The city and its Tourism Marketing District failed to persuade a judge to throw out a three-year-old lawsuit challenging a hotel fee used to promote San Diego’s tourism industry.
Superior Court Judge Joel Wohlfeil ruled that the nonprofit group San Diegans for Open Government has the right to sue over City Council’s 2012 renewal of a 2 percent assessment levied on hotel owners. Wohlfeil’s decision is dated Jan. 27, the day the issue was argued in his court, but the ruling became public over the weekend.
In the 32-page decision, the judge concluded that San Diegans for Open Government has legal “standing to pursue this lawsuit,” in part because one of the group’s members paid the hotel fee in question. Wohlfeil also disagreed with the argument made by the city and the Tourism Marketing District that the lawsuit should be tossed because the nonprofit is merely the alter ego of its well-known attorney, Cory Briggs.

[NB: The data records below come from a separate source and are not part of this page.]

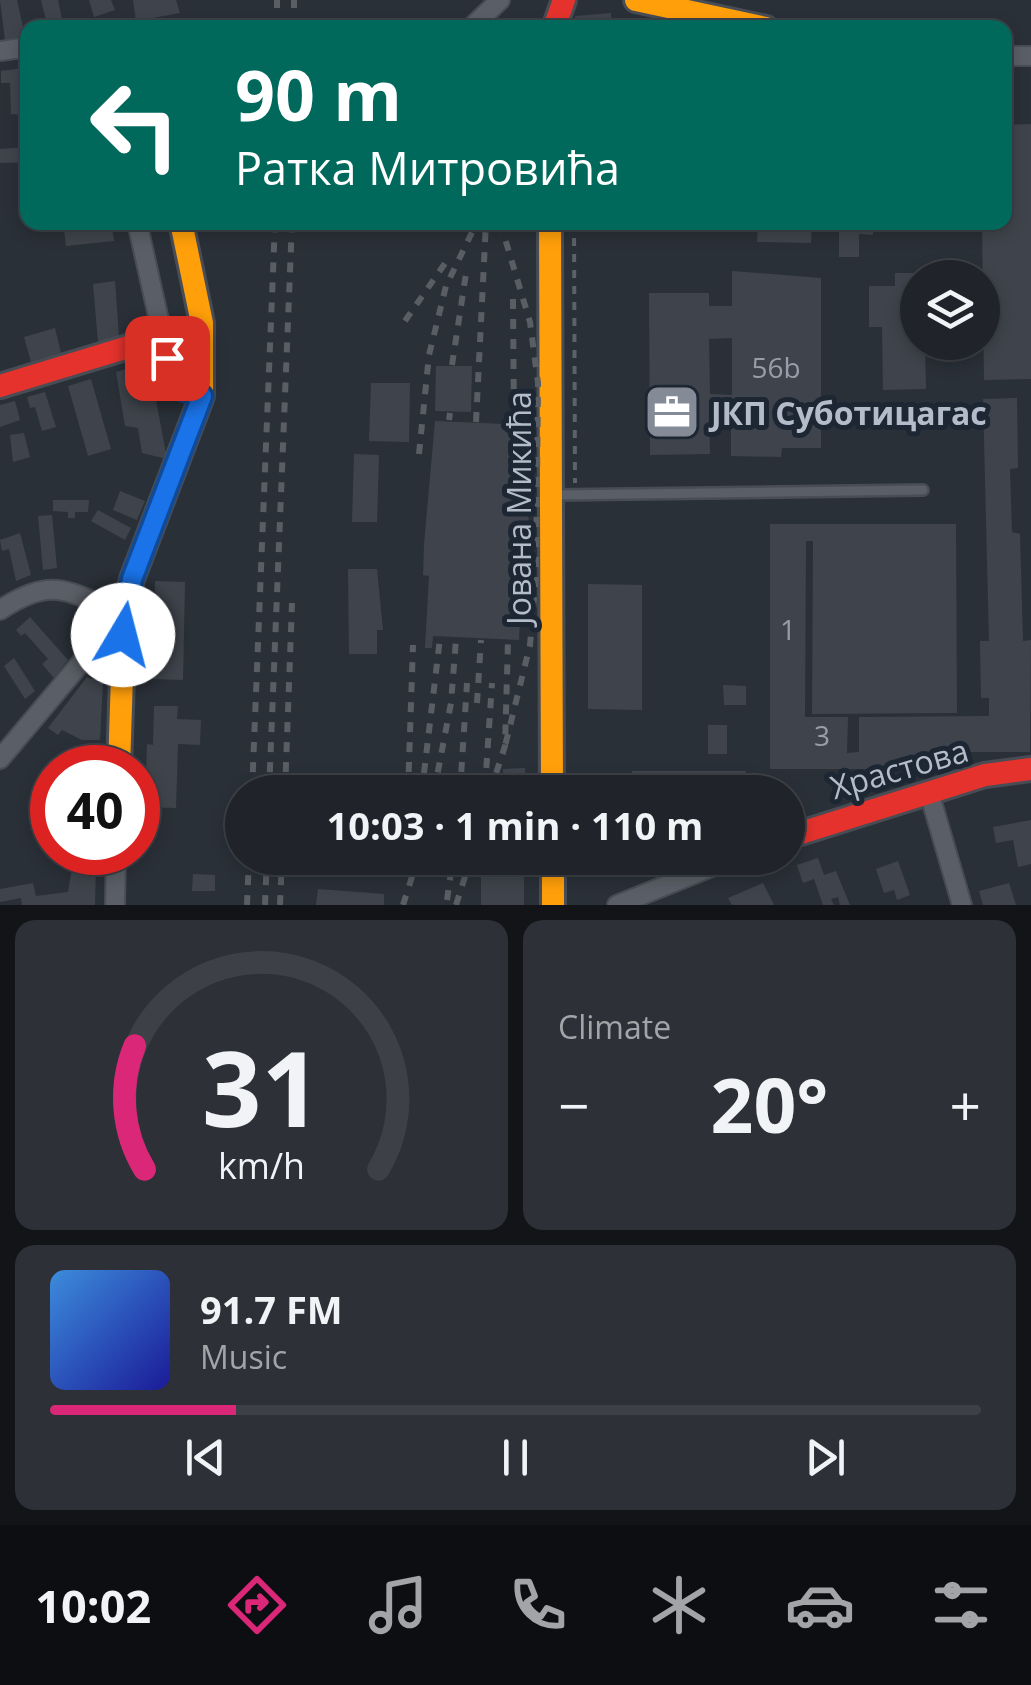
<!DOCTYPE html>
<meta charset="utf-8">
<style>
body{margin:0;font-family:"Open Sans",sans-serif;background:#2d3036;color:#f1f3f6;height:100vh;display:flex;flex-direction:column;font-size:38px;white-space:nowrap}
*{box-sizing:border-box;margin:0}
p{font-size:32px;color:#a2a4a8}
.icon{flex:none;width:55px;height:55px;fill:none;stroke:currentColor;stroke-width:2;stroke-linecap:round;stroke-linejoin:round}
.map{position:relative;height:905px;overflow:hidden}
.drawer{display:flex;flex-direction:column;gap:15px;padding:15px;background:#121417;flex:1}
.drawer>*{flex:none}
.banner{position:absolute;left:20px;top:20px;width:992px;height:210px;border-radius:20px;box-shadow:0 5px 15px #0003,0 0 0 2px #3d4147;background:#00695c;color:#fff;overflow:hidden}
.buttons{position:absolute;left:900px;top:260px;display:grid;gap:20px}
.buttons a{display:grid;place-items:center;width:100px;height:100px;border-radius:50%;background:#20242a;box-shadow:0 5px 15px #0003,0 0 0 2px #3d4147;font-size:50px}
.speed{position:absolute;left:30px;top:745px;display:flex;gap:20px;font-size:50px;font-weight:700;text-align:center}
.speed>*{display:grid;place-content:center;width:130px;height:130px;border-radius:50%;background:#20242a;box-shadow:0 5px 15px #0003,0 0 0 2px #3d4147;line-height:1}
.speed .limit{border:15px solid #d22;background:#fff;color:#111}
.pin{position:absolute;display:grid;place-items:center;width:85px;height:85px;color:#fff;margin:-42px;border-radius:20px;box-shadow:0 5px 15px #0006}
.me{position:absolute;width:110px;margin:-55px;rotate:8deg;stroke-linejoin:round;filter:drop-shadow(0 0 8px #0008)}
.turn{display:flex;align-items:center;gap:35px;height:210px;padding:0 50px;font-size:45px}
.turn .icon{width:130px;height:130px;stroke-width:2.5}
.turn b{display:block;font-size:70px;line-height:85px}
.big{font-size:75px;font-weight:700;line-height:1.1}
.drawer .widget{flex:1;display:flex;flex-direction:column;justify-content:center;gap:15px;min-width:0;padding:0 35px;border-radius:20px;background:#2d3036}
.drawer .dial{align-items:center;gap:0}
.dial svg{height:260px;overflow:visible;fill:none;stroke:#3d4147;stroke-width:7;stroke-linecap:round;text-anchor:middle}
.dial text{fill:#f1f3f6;stroke:none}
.song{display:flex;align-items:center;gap:30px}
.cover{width:120px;height:120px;border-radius:15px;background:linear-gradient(135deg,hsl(210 70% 55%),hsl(240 70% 35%))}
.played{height:10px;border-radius:5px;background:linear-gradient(90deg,#db2777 20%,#3d4147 20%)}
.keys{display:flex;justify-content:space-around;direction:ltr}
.heat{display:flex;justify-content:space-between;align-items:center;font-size:55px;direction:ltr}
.drawer .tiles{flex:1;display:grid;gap:15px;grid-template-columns:1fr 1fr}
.widget:last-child{grid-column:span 2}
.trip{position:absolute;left:225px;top:775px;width:580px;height:100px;border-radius:50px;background:#20242a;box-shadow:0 5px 15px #0003,0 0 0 2px #3d4147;font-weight:700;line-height:100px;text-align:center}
.tabs{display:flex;height:160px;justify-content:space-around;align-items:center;background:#0d0e11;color:#a2a4a8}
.tabs .icon{width:70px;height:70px}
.tabs .current{color:#db2777}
.tabs b{font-size:45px;color:#f1f3f6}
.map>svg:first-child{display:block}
.building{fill:#3f444c;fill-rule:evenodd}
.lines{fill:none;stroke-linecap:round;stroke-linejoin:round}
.lane-casing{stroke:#484c55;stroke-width:14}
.street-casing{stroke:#484c55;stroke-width:22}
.slow-casing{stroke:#484c55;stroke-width:28}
.jam-casing{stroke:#484c55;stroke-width:28}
.path{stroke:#5c6268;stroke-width:4;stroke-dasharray:8 8;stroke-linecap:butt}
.lane{stroke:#5a5e66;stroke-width:9}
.street{stroke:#5a5e66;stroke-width:18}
.slow{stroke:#ff9f0a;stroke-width:22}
.jam{stroke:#e5322d;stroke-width:22}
.rail{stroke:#595d64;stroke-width:6;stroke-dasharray:10 10;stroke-linecap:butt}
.route-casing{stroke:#114b97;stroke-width:25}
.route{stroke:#1a73e8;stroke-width:18}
.labels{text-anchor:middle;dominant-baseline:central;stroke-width:10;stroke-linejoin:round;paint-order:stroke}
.number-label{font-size:28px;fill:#979eaa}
.poi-label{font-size:32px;font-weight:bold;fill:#b4bcc9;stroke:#1d2633;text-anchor:start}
.street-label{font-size:32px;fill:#b4bcc9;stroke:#1d2633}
</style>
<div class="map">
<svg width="1031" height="905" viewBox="0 0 1031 905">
<rect width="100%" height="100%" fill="#2a3038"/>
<path class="building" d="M0,0H17L25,36L5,40Z
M41,0H58L64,28H48Z
M89,0H111L115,10L94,17Z
M133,0H176L180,13L136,21Z
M611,13L612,28H576L575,16Z
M23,68L26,115L11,114L10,83H1V71Z
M1031,124V379L984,380L982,222H1005V125Z
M28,147V162L0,163V149Z
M758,222H812L811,243L757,242Z
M839,222H873V235L859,234V257H839Z
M112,226L114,241L66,246L64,230Z
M732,271L821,278V448H782L781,457L731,456V410L709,409L710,454L650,455L649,293H709V306H732ZM732,338V395L710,394L709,339Z
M895,273H924V278H918V342H925L926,389L883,390L882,327H869V286H895Z
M115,281L119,336L98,342L93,284Z
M55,328L61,353L31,362L24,337Z
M150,362L153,384L167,459L142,453L138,428L125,426L116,372Z
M436,366H472L471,412L435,411Z
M91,379L111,449L88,456L68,386Z
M371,383H410L409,442L369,441Z
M45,392L56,427L42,431L35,407L30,408L27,397Z
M1017,398L1018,468L1010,469L1012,532L1020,534L1023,641L1031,640L1030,752H928V769H770V524H956L957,713L812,714L813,541H806L805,717H848L847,753L859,752V717L989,716V698H981L980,641H989L983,399Z
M15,401L20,420L0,427V405Z
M435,421L529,425L528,594H521L519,640L433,636L432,648H425L429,576L423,575L424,544Z
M24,433L30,457L13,462L10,435Z
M354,454L379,455L377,522H352Z
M120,491L145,501L137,520L113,510Z
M53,500H89L88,512H75V518H68V512L53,511Z
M98,510L131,528L125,540L91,521Z
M52,515L57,568L43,570L38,516Z
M20,533L31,575L16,581L9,549L2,551L0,540Z
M348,569H377L383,630H377V654H349Z
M155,581L185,582L183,680L152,679L153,647L142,638L145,629L154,628Z
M588,584L642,585V710L588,709Z
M30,617L68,660L54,678L42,664L48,659L25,633L21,636L16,630Z
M14,658L35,691L25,699L4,666Z
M87,677L103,683L100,740H82L62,730L58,735L48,728Z
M723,685L746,686V705H724Z
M154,706H178L177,719L201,720L200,745L178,744L176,808L145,807L147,744L153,745Z
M708,725H727V754H708Z
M525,768L526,792H504L503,769Z
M632,771H746L747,785H754V792H631Z
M1031,820V864L1018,867L1013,840L996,843L993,827Z
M504,858H524V905H481V869H505Z
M818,858L824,875L836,871L850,905H840L838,897L831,899L834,905H823L814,879L803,883L797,865Z
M898,861L910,895L897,900L894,890L884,893L876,869Z
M73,863L96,864L95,905H22L21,898L0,902V889L33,883L36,896L68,892Z
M193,874L215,875V891H192Z
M763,883L774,905H732L728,898Z
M1009,883L1016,905H983L979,891Z
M318,889L384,894V905H316Z"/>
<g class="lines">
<g class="lane-casing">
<path id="lane" d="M554,495L923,490"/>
</g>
<g class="street-casing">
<path id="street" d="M471,28L500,0
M0,51L28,47
M1005,56H1031
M137,222L172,378L180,389L202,396
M0,610C55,574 68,593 124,614
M0,759L95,646L106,637L123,635
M929,792L962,905
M115,905L116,852
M617,905L734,858"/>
</g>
<g class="slow-casing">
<path id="slow" d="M636,0L766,28
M550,222L552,792
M119,768L124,614L132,579L202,396V323L181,222
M553,858V905"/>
</g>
<g class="jam-casing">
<path id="jam" d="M554,28L564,0
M0,386L161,337
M788,837L985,775L1031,769"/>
</g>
<path class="path" d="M574,222L575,483"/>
<use href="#lane" class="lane"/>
<use href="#street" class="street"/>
<use href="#slow" class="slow"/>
<use href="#jam" class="jam"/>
<path class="rail" d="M277,28V0
M294,28V0
M500,222L530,322L538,383L536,576L530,645L505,746
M513,299L514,424
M405,321L448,259
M452,365L467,267
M449,420L450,413
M476,422L486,222
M419,454L429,355L446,286L477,222
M477,703L481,640
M424,773L440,638
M485,788L492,683
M252,792L275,222
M269,792L292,222
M285,792L292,603
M408,792L413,645
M434,792L451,703L456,639
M460,792L467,683
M490,792L505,746L508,641
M447,900L453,858
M247,905L249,858
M265,905L267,858
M280,905L282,858
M403,905L418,858
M456,905L471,858"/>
</g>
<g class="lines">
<g class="route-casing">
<path id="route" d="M123,635L132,579L202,396L180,389L167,358"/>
</g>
<use href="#route" class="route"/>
</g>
<defs>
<g id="office-square" transform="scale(2.875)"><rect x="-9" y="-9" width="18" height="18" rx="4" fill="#848b96" stroke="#1d2633"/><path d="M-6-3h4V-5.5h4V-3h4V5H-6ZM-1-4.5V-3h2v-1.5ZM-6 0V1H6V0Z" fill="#fff"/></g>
</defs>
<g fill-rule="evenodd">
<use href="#office-square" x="672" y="412"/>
</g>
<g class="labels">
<g class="number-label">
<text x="776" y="367">56b</text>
<text x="788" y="629">1</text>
<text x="822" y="735">3</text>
</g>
<g class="poi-label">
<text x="711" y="412">ЈКП Суботицагас</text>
</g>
<g class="street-label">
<text transform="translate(518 508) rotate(-90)">Јована Микића</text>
<text transform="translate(899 768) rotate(-16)">Храстова</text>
</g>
</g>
</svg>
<div class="buttons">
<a><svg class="icon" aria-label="layers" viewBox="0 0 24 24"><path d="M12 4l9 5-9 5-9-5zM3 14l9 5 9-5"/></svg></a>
</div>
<div class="speed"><div class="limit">40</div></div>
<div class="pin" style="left:167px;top:358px;background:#d93025"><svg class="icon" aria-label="arrive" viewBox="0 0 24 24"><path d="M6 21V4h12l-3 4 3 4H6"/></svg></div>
<svg class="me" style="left:123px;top:635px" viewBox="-20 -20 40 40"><circle r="19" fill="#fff"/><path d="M0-13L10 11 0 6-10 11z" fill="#1a73e8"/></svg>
<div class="trip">10:03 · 1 min · 110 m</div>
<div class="banner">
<div class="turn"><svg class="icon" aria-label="left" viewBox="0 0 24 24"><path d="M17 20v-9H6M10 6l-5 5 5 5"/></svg><div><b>90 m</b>Ратка Митровића</div></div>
</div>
</div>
<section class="drawer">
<div class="tiles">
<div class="widget dial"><svg viewBox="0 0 100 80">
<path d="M14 69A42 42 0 1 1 86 69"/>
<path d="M14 69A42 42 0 0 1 11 31" stroke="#db2777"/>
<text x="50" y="56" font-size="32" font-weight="700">31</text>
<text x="50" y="72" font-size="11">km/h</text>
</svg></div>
<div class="widget"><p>Climate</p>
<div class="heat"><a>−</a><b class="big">20°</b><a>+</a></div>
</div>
<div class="widget">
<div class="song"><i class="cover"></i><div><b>91.7 FM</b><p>Music</p></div></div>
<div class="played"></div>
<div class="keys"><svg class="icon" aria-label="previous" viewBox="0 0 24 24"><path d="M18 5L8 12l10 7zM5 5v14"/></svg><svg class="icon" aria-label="pause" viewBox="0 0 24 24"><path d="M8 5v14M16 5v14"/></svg><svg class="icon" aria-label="next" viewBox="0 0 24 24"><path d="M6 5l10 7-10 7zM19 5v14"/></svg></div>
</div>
</div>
</section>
<nav class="tabs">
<b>10:02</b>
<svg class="icon current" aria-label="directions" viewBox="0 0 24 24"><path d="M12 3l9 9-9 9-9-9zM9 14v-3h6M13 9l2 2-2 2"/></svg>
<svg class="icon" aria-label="music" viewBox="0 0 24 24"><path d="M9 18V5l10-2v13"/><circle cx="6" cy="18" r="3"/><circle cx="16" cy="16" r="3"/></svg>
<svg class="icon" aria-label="phone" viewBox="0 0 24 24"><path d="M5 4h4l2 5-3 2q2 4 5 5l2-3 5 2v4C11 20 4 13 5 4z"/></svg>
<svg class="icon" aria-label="climate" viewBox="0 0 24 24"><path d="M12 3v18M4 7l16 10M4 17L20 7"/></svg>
<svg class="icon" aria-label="car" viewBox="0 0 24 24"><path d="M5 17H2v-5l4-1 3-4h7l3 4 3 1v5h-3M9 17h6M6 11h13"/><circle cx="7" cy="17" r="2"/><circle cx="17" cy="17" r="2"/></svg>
<svg class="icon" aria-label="filters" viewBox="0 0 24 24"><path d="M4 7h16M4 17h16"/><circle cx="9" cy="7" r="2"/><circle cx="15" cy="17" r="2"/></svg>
</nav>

The ruling is a blow to the city and the marketing district. Both had hoped the judge would dismiss the lawsuit against the hotel assessment, which has been collected without interruption since the renewal was approved and is expected to generate more than $1 billion over 40 years.
San Diegans for Open Government filed its lawsuit in late 2012. The nonprofit argued that the fee, which can be passed along to hotel guests, was invalid because it was approved by hoteliers — not by voters.
Before the two parties had a chance to debate that issue before a judge, the city and the marketing district sought to get the lawsuit thrown out. In a motion to dismiss the suit, they contended that San Diegans for Open Government didn’t have legal standing to sue over the tax.
To file a claim, people or organizations must prove they have a stake in the outcome of a case.
During arguments on Jan. 27, Briggs argued that his client, San Diegans for Open Government, has standing to sue partly because one of its members — former city official Linda Perine — paid the hotel tax.
“Ms. Perine is a member” of San Diegans for Open Government, Briggs said in court. And even if she wasn’t, “it doesn’t matter” because all of the nonprofit’s members have a right to challenge the tax as San Diego voters.
“My client has standing,” Briggs said, “with or without Ms. Perine.”
Marketing district attorney Michael Colantuono disputed those statements. He argued that the nonprofit failed to prove that Perine was a member of the group.
Colantuono also took aim at the relationship between San Diegans for Open Government and Briggs, who has been the subject of a months-long investigation by inewsource. He told the judge that the nonprofit is merely the alter ego of Briggs — and that Briggs uses the nonprofit to sue agencies and collect attorney fees.
“This organization has never filed a case in which they weren’t seeking fees,” Colantuono said. “There is no evidence that Linda Perine or anyone like her ever had any meaningful role in deciding how to chase money for this firm and its putative clients.”
Briggs called that argument “nonsense.” He said his role as the group’s attorney was similar to that of in-house counsel.
Wohlfeil sided with San Diegans for Open Government on the argument over Perine’s membership status and the debate over Briggs’ relationship with San Diegans for Open Government.
Addressing the latter, the judge wrote that “there is no persuasive reason … for the Court to conclude that Plaintiff’s [lawsuit] is a ‘sham’ … or that Plaintiff should be deprived of standing to pursue this lawsuit because [of] its alleged status as Briggs’ alter ego.”
Briggs did not immediately respond to a request for comment about the judge’s decision. During arguments last week, he stressed how important it is for the court to rule on the hotel assessment.
“We’ve got to go deal with whether it is a tax” that should have been approved by voters, he said.
A spokesman for the City Attorney’s Office said the city plans to carefully review the judge’s decision.
William Evans, chairman of the Tourism Marketing District, issued a written statement in response to the ruling. “This case is vital to our industry and to our city,” he wrote. “As a result, we have pursued every legal avenue available to keep this case from going to trial.
“It is a complex case, but our fundamental and singular focus has always been to defend our position on the merits. That is what we will now do.”
The parties are scheduled to meet in early March to discuss further trial dates.